§ **Task description**:
When you reach the line holding "I am building" in the material below, return that line and each one after it, word for word, with the pictures dropped.

--------------------

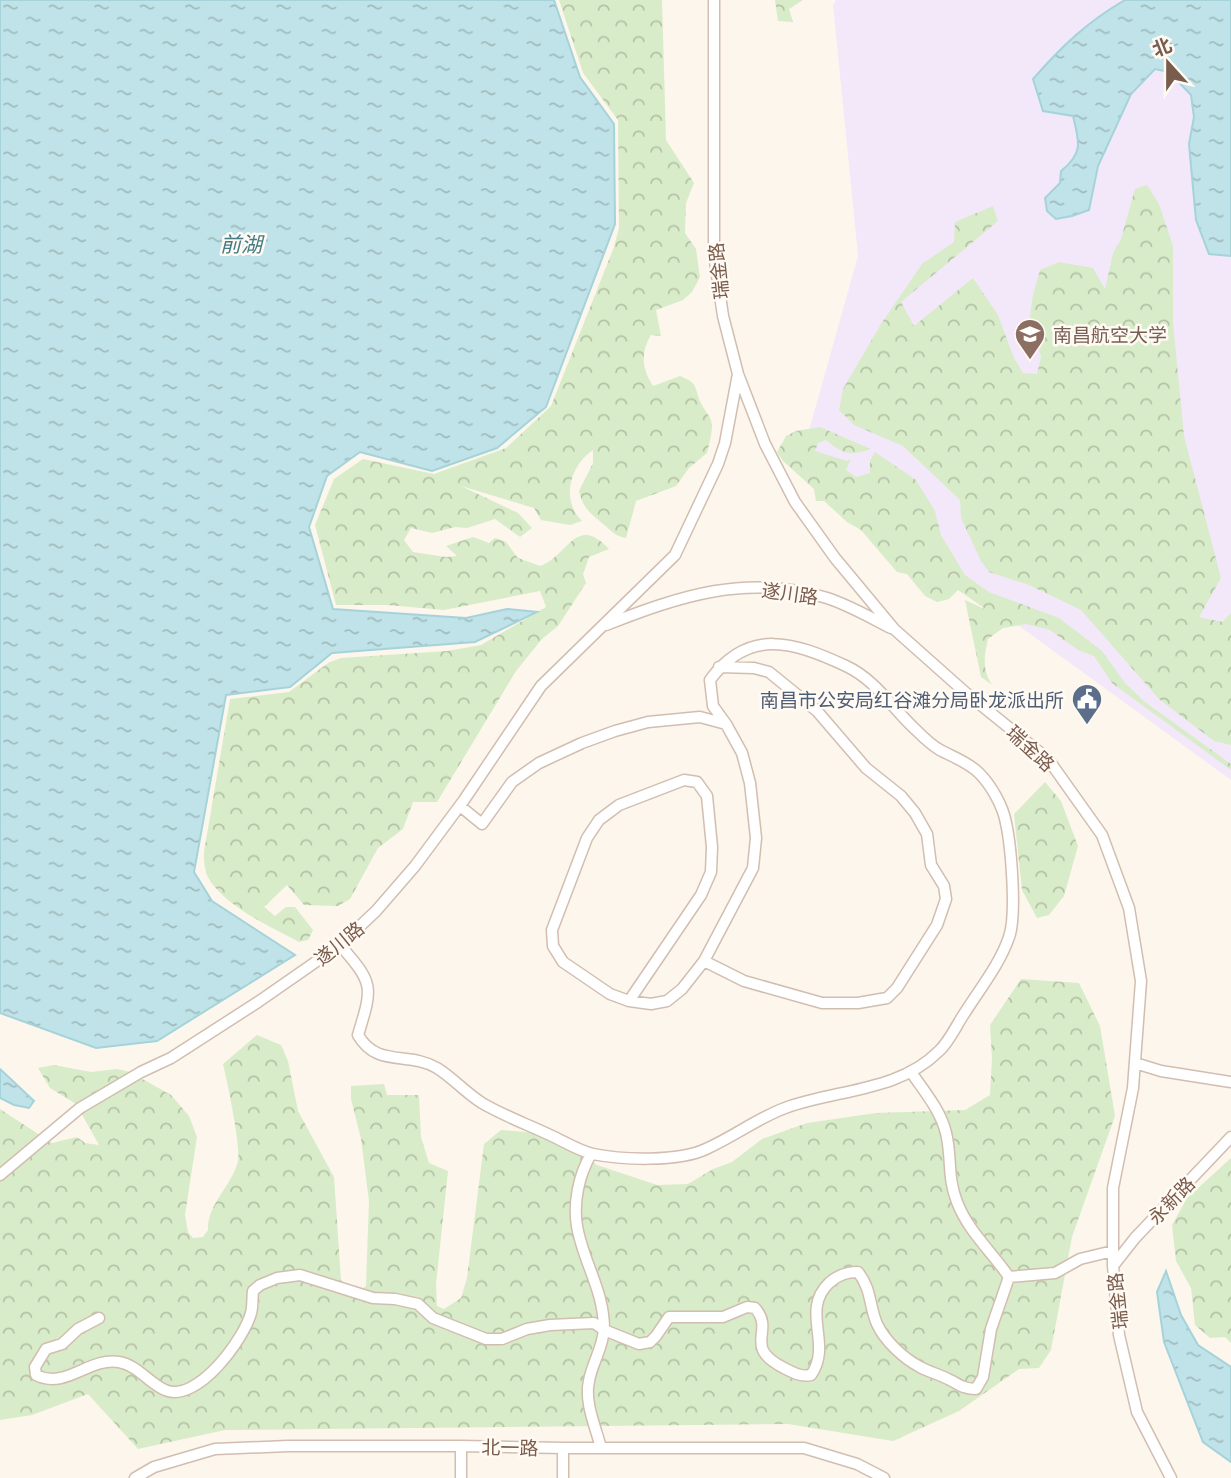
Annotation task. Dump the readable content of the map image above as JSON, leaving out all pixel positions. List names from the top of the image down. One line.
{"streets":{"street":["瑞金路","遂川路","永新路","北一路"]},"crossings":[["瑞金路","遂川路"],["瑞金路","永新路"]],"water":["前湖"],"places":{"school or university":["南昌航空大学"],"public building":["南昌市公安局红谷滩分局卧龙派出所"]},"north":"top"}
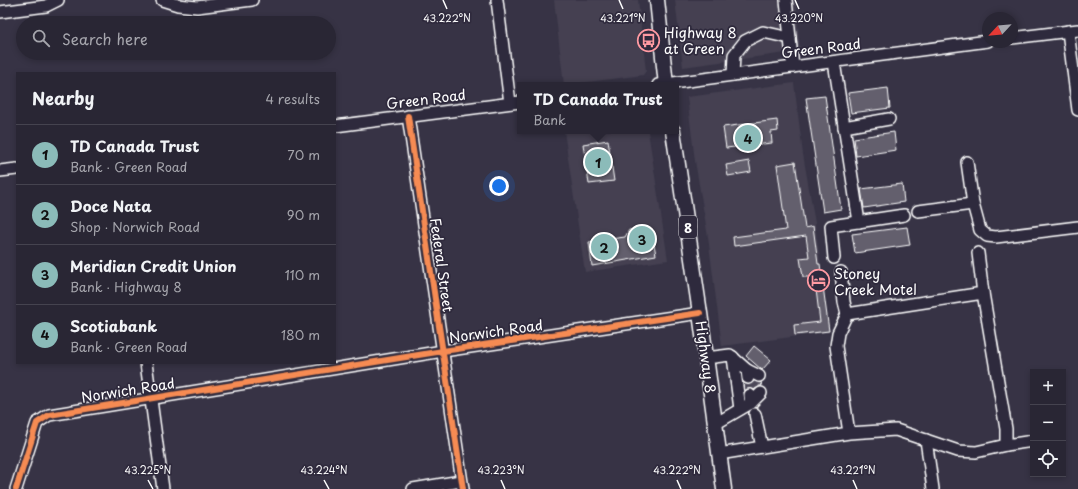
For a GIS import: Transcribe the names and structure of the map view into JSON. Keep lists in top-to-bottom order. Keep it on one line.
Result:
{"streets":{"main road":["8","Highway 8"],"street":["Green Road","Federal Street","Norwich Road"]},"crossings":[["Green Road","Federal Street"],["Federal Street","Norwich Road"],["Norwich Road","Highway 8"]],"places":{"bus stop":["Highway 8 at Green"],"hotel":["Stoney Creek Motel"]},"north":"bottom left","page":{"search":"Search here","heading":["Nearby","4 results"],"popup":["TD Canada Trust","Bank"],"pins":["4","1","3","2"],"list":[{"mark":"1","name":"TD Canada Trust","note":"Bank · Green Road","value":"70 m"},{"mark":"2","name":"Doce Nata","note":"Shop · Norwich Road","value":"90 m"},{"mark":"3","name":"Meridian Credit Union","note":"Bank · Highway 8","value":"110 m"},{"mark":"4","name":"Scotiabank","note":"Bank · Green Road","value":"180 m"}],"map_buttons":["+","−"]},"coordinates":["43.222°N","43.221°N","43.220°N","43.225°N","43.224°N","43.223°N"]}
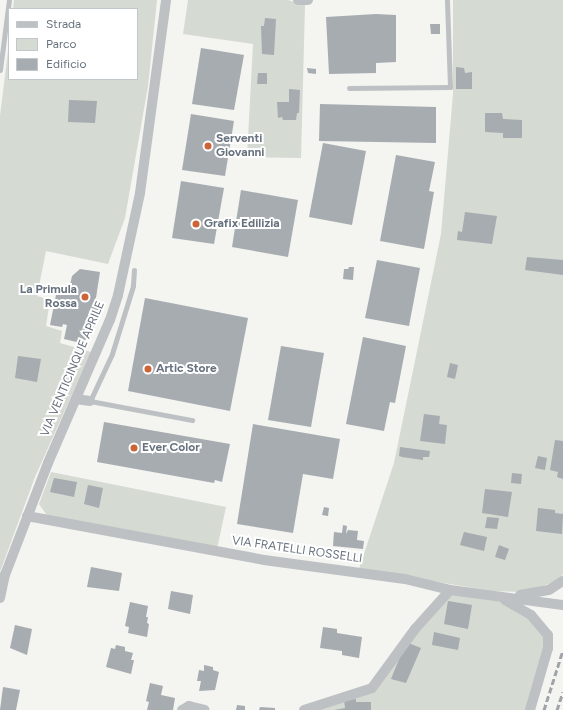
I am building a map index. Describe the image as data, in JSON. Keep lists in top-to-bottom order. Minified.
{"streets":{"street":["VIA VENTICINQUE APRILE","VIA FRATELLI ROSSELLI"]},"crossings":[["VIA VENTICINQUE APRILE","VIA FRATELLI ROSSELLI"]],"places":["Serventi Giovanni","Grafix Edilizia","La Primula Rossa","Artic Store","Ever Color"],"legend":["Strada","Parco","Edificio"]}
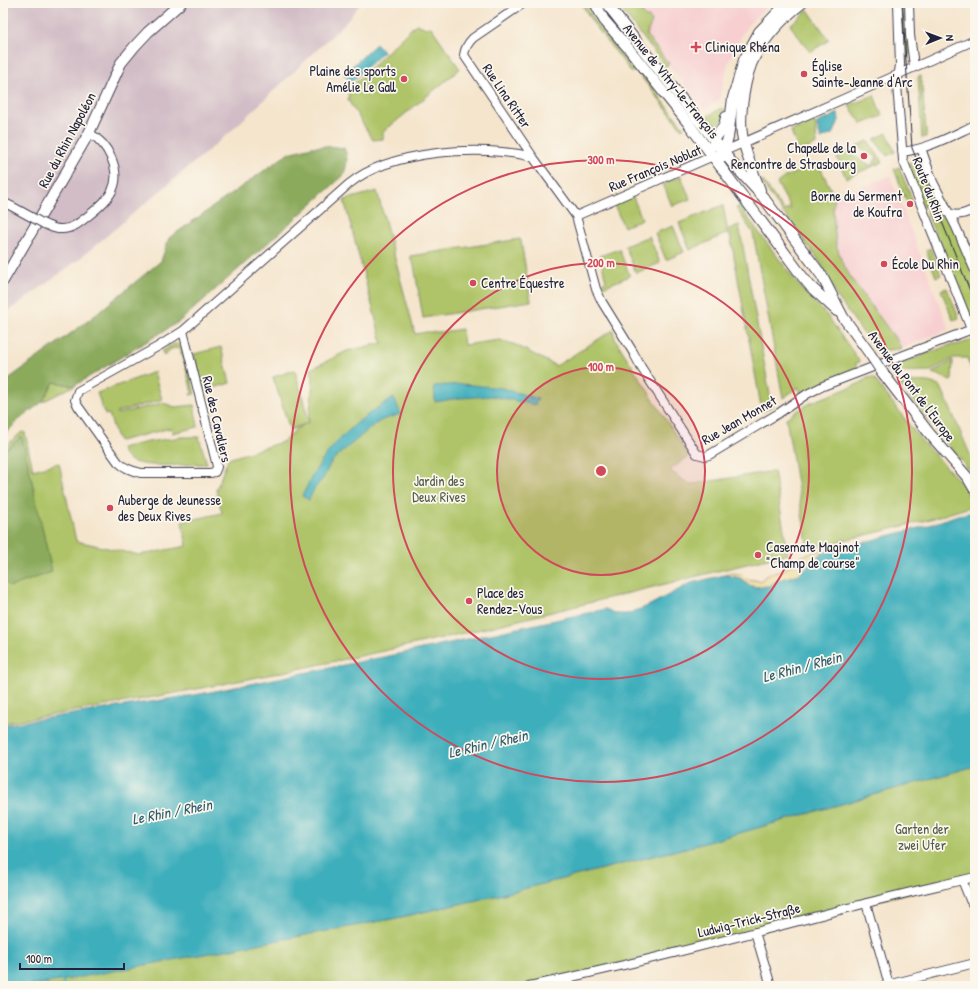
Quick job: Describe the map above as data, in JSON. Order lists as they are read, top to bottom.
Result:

--------------------

§ **Answer**:
I am building a map index. Describe the image as data, in JSON. Keep lists in top-to-bottom order. Minified.
{"streets":{"street":["VIA VENTICINQUE APRILE","VIA FRATELLI ROSSELLI"]},"crossings":[["VIA VENTICINQUE APRILE","VIA FRATELLI ROSSELLI"]],"places":["Serventi Giovanni","Grafix Edilizia","La Primula Rossa","Artic Store","Ever Color"],"legend":["Strada","Parco","Edificio"]}
Quick job: Describe the map above as data, in JSON. Order lists as they are read, top to bottom.
Result:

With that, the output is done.